Шествие я нагнал уже в Лефортове. Нагнал… Все одно, что сказать – достиг острова, когда стоишь на берегу, отдаленном от острова разлившейся рекой. Несметные тысячи народа захлестнули окрестные улочки и переулки. Велев кучеру дожидаться у дворца Лефорта, я сошел на булыжную мостовую. Заметив рядом бабу с букетом огромных огненных георгинов, спросил, за дорого ли продает? Она посмотрела на меня и бочком-бочком, словно я убить ее пришел.
– Да постой, дурища! На тебе рубль.
Ах, будь у меня кнут, вытянул бы глупую бабу! Но тут так сдавили со всех сторон, что и рук не поднять. Пришлось пробиваться сквозь толпу локтями, вскоре я весь взмок, и локти от толкотни заныли. Уж не помню, в каком месте, кто-то крепко взял меня за руку:
– Сударь, извольте соблюдать приличия.
Я в бешенстве обернулся – позади стоял господин Киреевский.
– Прошу извинить, Иван Васильевич, если я вас неумышленно задел.
Киреевский кивнул и отвернул лицо к спутникам; одного из них я сразу признал – Юрий Фёдорович Самарин, второй, кажется, университетский профессор Грановский. Я все-таки опередил их, но еще слышал задыхающийся голос Киреевского:
– Мы были у Гааза тринадцатого… да, всего за два дня… Ни жалобы, ни вздоха, ни даже движения малейшего…
Удивительно много было в Фёдоре Петровиче прекрасного, даже великого в этом безоглядном человеколюбии…
О безоглядном человеколюбии Иван Васильевич выразился точно, довольно я был тому свидетелем, и мне не надо было взирать на умирающего Гааза, чтобы сделать такой вывод, – годы целые я наблюдал его, не умея занести в какой-то вид человеческих особей – и когда боготворил его, и когда ненавидел.
Колоссальная толпа, края которой я не видел, даже поднявшись на лестницу, забытую фонарщиком, сплотилась намертво, такого шествия не было даже на похоронах Гоголя. «Больше, кажется, хоронить некого», – сказал тогда Грановский, а вот же нашлось кого! Тут была вся Москва: князь Голицын шел рядом с нищенкой, сенатор Булатов об локоть с отставным инвалидом, мелькнул марсианский череп Чаадаева и львиная шевелюра Кетчера, за бабой с георгинами шел, сняв фуражку, обер-полицмейстер Цынский, прикладывая платок к глазам, – вот уж поистине осьмое чудо света! Кто ж на Москве не знал, что Лев Михайлович собственноручно порет арестантов, что во время страшных пожаров он науськал толпу против несчастного полковника Сомова, имевшего в кармане огниво и трут. Я доподлинно знаю со слов смотрителя тюремного замка о конфузе, когда Цынский площадными словами обругал находившегося под судом кавалерийского офицера. Тот осмелился противуречить, обер-полицмейстер замахнулся, но офицер успел дать ему две жестокие пощечины и, сорвав генеральский эполет, вскричал на всю Бутырку: «Ах ты, ракалия! Я, пока еще не разжалован, такой же дворянин и офицер, как и ты, мерзавец!»
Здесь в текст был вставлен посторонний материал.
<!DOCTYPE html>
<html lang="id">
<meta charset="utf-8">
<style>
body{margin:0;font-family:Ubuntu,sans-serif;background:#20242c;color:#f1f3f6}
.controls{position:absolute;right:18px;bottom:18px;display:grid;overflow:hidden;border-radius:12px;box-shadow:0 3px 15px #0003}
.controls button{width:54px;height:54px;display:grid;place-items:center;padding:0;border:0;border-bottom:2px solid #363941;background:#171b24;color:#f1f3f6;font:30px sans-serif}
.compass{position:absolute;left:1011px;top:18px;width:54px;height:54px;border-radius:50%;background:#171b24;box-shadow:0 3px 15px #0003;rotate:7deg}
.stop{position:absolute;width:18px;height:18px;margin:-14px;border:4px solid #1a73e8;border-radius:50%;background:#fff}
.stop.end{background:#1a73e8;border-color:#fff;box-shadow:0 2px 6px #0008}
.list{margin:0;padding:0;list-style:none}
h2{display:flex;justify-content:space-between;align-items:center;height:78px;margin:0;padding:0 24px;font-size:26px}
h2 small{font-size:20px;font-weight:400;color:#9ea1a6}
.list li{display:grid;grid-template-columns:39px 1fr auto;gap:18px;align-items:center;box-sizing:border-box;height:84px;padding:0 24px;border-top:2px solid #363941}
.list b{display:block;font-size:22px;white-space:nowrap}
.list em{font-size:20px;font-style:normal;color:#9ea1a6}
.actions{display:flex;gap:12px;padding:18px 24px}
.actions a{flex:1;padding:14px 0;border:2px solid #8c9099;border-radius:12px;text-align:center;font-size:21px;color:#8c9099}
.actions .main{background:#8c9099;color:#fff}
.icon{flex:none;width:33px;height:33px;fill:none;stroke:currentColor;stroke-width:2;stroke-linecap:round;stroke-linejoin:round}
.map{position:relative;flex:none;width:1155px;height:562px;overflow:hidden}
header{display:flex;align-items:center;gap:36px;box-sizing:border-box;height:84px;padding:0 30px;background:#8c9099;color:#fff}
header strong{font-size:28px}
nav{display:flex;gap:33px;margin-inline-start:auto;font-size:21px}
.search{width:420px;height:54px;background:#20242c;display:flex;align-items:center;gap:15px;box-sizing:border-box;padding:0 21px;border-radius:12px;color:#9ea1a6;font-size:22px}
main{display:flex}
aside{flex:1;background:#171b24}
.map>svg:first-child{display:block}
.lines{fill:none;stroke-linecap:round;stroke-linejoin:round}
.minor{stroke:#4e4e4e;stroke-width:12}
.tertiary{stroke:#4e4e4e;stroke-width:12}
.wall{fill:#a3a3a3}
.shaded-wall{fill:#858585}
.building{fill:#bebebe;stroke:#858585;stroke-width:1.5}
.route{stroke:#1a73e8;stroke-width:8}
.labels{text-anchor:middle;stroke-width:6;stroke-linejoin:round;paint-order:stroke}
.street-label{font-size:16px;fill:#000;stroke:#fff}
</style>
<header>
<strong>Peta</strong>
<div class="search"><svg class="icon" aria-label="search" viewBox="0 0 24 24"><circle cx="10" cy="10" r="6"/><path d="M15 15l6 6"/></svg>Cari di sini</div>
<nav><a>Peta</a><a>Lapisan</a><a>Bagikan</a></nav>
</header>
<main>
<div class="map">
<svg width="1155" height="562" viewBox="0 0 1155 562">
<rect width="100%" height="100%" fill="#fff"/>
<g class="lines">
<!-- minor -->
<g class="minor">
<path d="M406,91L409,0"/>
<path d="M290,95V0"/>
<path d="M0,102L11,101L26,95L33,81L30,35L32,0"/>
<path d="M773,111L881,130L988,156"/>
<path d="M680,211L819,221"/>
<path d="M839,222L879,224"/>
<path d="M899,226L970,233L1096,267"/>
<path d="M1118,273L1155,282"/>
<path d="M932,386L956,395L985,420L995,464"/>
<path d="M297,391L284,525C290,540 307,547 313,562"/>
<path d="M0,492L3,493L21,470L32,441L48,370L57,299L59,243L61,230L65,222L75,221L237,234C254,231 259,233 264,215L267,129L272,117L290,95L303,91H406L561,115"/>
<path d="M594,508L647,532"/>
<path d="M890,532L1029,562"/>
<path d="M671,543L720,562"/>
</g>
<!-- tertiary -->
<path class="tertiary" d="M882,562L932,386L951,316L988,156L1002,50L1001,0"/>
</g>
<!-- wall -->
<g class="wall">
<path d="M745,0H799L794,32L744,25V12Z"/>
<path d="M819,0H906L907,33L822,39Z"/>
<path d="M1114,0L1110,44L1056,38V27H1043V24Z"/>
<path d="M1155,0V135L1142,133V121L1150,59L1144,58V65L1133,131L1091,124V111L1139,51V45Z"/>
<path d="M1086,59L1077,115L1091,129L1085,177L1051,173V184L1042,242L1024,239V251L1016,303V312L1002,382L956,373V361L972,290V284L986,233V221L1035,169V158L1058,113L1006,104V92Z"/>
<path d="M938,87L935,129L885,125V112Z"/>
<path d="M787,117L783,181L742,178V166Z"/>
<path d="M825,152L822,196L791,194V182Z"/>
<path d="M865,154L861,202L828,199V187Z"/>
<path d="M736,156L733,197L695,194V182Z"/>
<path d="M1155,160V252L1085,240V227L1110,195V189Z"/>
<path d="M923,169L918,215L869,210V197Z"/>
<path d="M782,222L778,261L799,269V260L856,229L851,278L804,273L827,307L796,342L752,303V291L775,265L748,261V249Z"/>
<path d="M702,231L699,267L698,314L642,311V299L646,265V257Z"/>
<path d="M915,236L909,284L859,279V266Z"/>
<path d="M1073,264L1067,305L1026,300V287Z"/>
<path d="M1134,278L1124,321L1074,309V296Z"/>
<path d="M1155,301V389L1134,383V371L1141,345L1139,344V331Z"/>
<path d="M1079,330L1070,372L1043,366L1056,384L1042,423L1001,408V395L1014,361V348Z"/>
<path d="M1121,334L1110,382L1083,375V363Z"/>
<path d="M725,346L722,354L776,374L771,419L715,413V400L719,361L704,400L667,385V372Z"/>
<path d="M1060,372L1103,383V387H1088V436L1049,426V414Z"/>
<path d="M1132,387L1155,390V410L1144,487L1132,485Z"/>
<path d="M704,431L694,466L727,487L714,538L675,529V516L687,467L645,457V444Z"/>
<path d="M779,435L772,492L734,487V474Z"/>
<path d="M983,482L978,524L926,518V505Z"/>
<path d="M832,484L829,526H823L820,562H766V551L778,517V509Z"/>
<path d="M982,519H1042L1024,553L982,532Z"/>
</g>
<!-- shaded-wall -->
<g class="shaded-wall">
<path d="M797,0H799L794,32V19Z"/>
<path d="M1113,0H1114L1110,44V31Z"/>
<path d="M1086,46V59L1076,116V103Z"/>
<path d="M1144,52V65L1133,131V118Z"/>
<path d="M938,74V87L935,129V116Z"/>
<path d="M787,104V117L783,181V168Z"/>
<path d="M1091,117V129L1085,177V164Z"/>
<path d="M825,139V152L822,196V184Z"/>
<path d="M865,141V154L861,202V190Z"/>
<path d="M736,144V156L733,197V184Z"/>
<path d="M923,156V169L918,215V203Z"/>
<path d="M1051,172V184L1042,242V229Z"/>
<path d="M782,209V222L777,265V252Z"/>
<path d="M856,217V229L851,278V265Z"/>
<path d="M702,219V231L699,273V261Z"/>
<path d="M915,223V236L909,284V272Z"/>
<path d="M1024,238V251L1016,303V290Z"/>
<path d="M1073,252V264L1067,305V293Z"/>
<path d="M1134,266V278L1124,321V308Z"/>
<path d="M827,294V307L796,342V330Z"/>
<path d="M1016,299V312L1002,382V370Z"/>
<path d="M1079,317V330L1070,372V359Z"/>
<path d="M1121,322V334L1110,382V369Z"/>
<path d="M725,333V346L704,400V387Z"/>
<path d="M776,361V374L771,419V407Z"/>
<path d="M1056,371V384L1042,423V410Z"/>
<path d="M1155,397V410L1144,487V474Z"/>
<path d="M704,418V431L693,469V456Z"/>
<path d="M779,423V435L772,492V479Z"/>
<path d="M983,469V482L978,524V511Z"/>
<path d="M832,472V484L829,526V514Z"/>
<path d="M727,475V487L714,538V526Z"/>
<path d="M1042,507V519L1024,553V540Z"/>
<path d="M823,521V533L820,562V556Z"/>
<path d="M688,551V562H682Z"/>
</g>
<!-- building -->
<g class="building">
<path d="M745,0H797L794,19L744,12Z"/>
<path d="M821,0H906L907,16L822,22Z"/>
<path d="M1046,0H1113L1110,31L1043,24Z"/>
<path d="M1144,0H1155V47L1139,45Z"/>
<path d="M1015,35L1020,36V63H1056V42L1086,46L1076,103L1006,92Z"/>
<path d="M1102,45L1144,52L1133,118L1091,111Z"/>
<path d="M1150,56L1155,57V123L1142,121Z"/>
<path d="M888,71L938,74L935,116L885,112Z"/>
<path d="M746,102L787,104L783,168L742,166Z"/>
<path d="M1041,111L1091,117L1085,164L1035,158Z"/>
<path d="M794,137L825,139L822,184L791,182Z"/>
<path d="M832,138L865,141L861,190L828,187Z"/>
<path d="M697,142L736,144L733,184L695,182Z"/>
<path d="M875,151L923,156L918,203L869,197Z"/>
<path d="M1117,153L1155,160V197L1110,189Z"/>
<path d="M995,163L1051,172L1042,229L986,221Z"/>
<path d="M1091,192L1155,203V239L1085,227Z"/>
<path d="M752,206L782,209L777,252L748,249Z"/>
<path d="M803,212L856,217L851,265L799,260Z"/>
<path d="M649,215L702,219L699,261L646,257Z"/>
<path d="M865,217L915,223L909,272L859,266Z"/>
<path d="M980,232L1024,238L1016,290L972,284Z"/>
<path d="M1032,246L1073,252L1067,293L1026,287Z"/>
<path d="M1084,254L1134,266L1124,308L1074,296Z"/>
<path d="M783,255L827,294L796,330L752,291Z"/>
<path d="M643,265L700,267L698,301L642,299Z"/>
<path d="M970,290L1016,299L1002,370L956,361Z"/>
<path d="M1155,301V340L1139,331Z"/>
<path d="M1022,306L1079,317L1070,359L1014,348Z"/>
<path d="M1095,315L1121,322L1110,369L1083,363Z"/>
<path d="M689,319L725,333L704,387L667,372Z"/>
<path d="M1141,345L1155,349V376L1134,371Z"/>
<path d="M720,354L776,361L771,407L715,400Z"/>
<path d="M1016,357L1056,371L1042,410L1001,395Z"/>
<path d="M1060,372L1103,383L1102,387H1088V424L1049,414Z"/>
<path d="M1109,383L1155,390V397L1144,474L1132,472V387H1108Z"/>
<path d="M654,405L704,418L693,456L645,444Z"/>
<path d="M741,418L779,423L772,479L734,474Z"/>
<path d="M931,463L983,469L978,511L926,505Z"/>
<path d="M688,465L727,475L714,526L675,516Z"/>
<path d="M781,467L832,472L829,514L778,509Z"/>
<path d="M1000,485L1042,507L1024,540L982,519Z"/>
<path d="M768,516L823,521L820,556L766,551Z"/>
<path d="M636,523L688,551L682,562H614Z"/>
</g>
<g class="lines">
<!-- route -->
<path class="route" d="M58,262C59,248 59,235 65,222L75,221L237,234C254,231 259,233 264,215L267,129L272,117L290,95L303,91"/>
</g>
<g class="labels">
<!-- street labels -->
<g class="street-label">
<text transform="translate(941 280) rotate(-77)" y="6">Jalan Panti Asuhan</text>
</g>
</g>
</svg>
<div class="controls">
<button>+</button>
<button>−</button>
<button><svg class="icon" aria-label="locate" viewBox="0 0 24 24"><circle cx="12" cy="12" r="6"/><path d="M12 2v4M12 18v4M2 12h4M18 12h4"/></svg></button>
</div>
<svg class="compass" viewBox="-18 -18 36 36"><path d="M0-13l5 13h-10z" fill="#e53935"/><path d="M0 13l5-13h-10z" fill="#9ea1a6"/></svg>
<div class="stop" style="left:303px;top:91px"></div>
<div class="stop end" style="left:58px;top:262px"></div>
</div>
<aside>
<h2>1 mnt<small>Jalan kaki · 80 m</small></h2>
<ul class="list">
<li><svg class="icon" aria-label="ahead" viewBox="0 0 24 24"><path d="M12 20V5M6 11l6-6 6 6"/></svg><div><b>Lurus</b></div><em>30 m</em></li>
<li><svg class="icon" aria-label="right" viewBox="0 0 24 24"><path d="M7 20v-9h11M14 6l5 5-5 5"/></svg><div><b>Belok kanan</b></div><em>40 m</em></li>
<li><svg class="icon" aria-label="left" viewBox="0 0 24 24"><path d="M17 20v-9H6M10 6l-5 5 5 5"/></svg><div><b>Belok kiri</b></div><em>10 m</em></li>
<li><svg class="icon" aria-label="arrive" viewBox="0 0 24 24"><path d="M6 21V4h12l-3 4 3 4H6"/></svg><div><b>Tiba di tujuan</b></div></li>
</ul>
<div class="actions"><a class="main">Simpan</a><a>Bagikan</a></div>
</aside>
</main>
Я совершенно выбился из сил, ноги дрожали, дышать было трудно. Кругом плакали, и я не сразу услышал слова губернатора Ивана Васильевича Капниста. Видно, уже отслужили панихиду, потому что могучий бас протодиакона возгласил за упокой души почившего, а потом, после довольно долгой тишины, я услышал губернатора.
– Смерть похитила из среды нас одного из достойнейших членов наших – Фёдора Петровича Гааза!.. В продолжение почти полувекового пребывания своего в Москве он большую часть этого периода своей жизни посвятил исключительно облегчению участи заключенных. Кто из нас, милостивые государи, не был свидетелем того самоотвержения, того истинно христианского стремления, с которым он поспешал на помощь страждущим. Верный своей цели и своему назначению, он неуклонно следовал в пути, указанном ему благотворными ощущениями его сердца! Никогда и никакие препятствия не могли охладить его деятельность, напротив, они как будто сообщали ему новые силы. Убеждения и усилия его доходили часто до фанатизма, но это был фанатизм добра, фанатизм сострадания к страждущим…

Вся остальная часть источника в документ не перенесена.